Collected data entries
****************************************
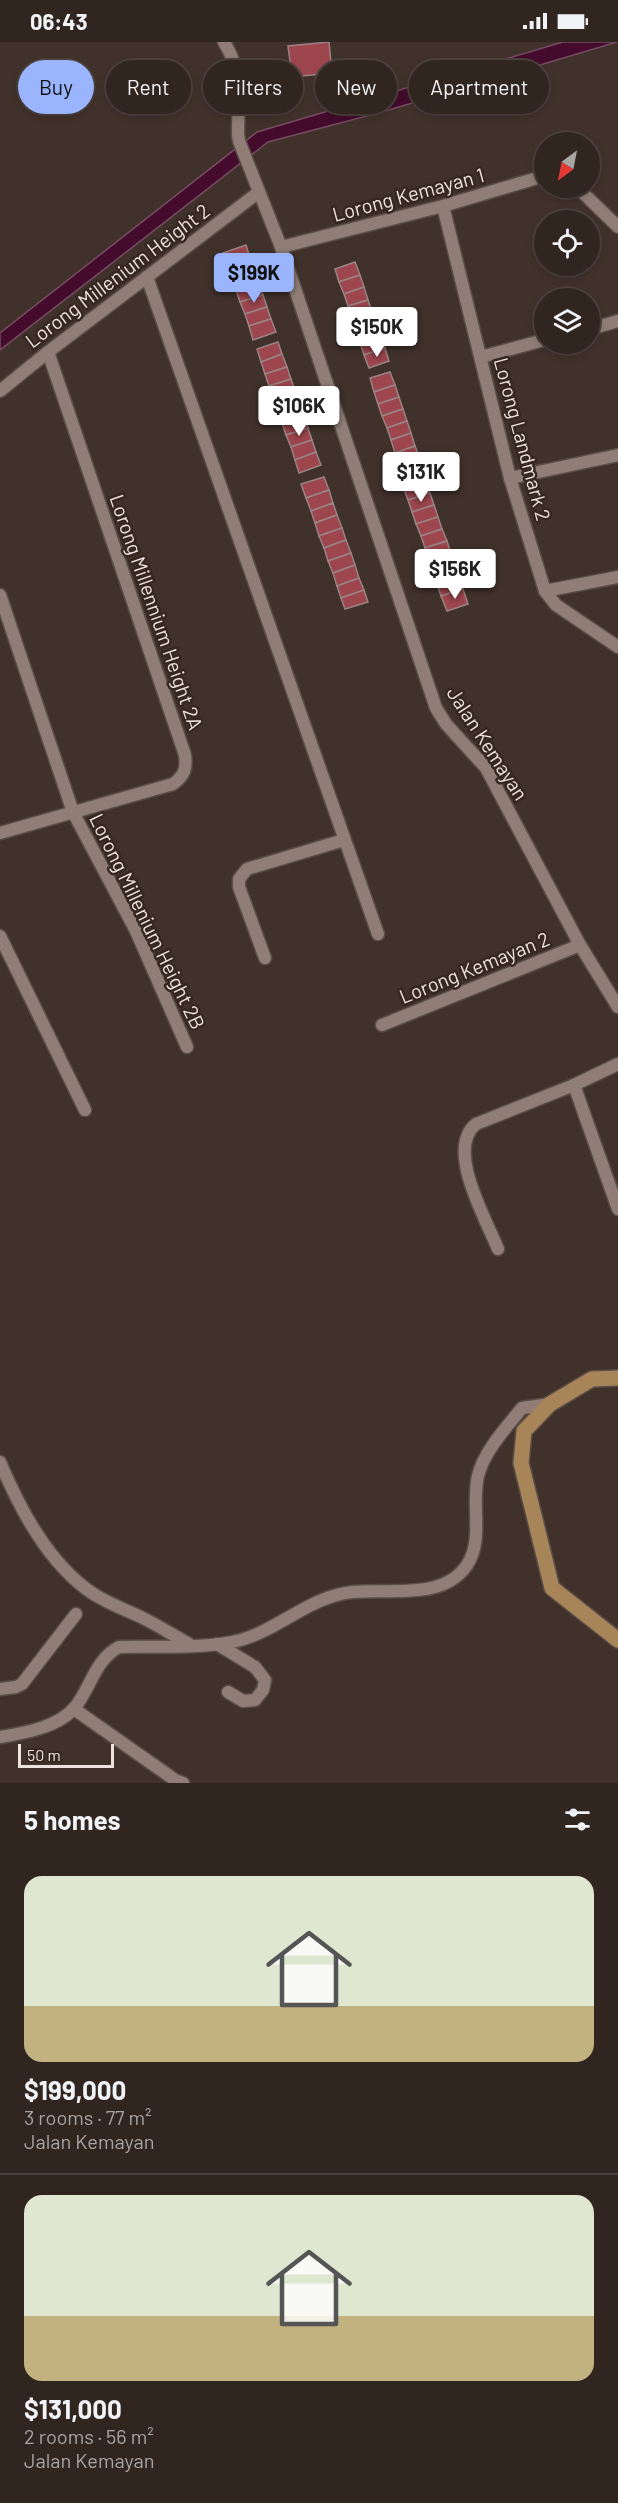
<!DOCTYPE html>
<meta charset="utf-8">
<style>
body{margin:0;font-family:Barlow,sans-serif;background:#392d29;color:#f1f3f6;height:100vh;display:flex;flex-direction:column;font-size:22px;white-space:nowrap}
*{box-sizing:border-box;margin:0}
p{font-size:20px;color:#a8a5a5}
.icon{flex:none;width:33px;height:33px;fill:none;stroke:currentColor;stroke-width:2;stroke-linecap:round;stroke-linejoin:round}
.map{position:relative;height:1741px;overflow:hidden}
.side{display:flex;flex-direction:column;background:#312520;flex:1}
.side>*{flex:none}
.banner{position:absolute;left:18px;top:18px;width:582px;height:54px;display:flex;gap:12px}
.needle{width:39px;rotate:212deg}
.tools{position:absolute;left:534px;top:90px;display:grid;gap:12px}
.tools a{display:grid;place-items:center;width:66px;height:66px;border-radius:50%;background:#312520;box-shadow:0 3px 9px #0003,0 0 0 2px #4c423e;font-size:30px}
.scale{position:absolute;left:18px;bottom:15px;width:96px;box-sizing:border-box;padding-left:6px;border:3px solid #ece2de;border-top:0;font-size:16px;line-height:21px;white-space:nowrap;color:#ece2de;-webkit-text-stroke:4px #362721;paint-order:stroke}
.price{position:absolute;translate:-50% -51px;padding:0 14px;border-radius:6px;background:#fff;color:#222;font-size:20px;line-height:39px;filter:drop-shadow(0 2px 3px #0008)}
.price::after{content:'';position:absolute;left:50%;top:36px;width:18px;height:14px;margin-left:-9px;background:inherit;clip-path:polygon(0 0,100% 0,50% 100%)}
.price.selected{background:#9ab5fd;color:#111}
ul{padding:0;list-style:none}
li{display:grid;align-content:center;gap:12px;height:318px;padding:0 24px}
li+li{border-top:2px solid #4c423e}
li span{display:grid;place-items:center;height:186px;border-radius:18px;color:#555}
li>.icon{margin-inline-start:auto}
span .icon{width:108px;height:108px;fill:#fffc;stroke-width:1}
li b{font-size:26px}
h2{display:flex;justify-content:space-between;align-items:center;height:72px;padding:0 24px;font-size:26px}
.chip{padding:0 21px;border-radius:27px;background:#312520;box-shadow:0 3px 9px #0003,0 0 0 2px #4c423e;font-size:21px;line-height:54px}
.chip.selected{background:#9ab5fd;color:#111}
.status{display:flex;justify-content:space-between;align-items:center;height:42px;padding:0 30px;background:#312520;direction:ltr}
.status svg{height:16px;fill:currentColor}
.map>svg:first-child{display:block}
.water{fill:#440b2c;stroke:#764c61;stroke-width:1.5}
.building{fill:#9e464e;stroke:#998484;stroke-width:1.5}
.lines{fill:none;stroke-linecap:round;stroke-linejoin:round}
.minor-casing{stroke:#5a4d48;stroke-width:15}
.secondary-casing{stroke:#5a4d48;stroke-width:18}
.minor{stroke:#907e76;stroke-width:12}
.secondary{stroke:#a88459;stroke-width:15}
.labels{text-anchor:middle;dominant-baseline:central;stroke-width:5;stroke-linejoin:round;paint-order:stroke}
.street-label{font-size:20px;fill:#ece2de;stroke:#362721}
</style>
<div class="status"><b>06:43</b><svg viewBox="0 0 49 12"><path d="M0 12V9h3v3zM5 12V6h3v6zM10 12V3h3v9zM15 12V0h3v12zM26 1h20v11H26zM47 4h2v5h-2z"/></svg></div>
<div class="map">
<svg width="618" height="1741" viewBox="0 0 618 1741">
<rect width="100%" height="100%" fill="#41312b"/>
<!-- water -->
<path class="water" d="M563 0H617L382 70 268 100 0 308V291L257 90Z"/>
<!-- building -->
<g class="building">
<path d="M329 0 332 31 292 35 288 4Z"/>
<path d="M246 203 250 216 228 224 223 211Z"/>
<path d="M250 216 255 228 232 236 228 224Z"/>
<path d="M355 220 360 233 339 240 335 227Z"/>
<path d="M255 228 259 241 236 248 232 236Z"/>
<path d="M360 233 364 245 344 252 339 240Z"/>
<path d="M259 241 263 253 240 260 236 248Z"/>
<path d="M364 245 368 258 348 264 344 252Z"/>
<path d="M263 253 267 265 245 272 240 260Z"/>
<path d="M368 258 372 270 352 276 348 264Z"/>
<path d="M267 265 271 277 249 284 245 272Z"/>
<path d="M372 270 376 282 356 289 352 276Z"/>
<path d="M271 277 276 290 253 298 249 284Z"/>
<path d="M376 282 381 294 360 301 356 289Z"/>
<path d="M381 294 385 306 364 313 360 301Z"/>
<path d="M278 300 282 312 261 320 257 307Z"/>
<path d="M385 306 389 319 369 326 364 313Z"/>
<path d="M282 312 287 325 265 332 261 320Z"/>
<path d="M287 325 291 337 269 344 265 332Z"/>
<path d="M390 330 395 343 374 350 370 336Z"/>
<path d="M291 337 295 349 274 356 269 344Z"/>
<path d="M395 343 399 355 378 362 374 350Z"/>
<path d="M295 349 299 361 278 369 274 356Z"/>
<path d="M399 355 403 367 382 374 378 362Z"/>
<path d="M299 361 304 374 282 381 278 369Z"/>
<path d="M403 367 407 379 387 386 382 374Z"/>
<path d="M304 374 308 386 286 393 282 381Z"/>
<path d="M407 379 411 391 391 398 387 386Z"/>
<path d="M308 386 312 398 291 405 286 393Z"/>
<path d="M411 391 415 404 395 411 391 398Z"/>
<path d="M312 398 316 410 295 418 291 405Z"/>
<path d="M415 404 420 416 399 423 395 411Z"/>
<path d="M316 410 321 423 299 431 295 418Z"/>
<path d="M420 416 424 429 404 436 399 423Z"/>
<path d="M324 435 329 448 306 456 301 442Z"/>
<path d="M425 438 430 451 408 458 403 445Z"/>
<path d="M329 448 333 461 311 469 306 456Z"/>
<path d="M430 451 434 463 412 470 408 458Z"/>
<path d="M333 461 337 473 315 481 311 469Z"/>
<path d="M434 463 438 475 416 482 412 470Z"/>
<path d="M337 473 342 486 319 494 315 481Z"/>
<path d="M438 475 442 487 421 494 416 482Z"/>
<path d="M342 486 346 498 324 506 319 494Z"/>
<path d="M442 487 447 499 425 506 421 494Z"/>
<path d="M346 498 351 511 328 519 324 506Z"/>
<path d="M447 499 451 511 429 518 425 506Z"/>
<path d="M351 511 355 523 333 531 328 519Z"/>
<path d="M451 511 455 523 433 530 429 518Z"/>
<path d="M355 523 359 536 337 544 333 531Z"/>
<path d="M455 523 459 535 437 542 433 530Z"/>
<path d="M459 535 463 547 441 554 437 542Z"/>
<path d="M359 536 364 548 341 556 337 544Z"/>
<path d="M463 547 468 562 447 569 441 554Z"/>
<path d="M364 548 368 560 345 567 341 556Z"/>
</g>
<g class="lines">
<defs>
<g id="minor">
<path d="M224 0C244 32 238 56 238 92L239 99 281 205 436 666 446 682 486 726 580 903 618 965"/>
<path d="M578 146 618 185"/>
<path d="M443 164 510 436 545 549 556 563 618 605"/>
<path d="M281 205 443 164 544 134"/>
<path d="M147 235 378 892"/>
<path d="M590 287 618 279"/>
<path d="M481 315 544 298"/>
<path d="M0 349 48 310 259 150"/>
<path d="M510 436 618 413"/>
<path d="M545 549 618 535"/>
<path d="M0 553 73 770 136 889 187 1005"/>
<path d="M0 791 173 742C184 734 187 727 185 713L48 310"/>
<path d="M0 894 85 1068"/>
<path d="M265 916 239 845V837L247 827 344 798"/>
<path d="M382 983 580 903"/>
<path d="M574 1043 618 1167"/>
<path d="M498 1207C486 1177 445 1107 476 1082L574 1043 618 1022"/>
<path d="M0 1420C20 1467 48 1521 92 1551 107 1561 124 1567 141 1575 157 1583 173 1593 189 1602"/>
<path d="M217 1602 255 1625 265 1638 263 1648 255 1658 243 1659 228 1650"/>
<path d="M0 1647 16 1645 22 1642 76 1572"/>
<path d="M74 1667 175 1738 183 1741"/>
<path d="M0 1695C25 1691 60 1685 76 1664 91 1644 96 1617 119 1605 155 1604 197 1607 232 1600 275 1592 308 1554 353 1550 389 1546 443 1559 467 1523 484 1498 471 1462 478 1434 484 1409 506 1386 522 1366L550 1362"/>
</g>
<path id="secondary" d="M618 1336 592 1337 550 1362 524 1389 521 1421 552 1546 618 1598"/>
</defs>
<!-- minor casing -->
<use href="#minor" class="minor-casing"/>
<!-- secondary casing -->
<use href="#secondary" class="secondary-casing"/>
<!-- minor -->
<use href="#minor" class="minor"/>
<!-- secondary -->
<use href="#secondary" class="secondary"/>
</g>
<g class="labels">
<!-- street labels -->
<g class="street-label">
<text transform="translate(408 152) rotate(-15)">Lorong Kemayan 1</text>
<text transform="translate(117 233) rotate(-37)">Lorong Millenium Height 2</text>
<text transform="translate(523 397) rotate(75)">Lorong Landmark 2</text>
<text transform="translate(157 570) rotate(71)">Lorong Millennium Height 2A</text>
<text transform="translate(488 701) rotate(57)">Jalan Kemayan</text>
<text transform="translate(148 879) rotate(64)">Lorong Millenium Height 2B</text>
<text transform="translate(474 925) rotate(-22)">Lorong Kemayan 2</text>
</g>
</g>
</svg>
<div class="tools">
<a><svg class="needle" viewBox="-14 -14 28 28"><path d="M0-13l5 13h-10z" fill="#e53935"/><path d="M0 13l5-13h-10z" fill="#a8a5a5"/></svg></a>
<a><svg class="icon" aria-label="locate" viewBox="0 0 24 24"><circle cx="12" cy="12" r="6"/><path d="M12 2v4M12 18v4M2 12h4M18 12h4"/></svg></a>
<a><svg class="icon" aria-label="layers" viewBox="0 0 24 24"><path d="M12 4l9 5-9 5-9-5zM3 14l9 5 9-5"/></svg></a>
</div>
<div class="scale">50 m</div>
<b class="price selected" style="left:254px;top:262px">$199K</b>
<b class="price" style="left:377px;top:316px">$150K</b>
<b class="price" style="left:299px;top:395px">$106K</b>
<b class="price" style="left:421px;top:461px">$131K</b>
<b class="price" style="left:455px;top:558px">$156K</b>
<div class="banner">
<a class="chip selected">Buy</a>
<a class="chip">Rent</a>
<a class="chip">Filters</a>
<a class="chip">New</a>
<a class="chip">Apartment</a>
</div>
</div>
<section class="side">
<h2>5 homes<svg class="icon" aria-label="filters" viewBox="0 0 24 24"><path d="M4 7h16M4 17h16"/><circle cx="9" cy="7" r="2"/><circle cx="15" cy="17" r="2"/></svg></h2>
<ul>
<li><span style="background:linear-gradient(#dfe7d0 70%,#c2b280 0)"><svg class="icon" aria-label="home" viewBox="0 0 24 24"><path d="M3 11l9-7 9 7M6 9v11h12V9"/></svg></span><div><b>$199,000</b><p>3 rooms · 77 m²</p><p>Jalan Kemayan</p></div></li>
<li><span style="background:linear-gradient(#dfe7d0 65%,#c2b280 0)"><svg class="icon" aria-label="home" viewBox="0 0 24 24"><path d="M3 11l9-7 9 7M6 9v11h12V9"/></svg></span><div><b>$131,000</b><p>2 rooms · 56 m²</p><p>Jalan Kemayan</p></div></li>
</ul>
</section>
****************************************
* What you should do: Copy task for the entries above: every line with the string "casing".

* Response to this task:
.minor-casing{stroke:#5a4d48;stroke-width:15}
.secondary-casing{stroke:#5a4d48;stroke-width:18}
<!-- minor casing -->
<use href="#minor" class="minor-casing"/>
<!-- secondary casing -->
<use href="#secondary" class="secondary-casing"/>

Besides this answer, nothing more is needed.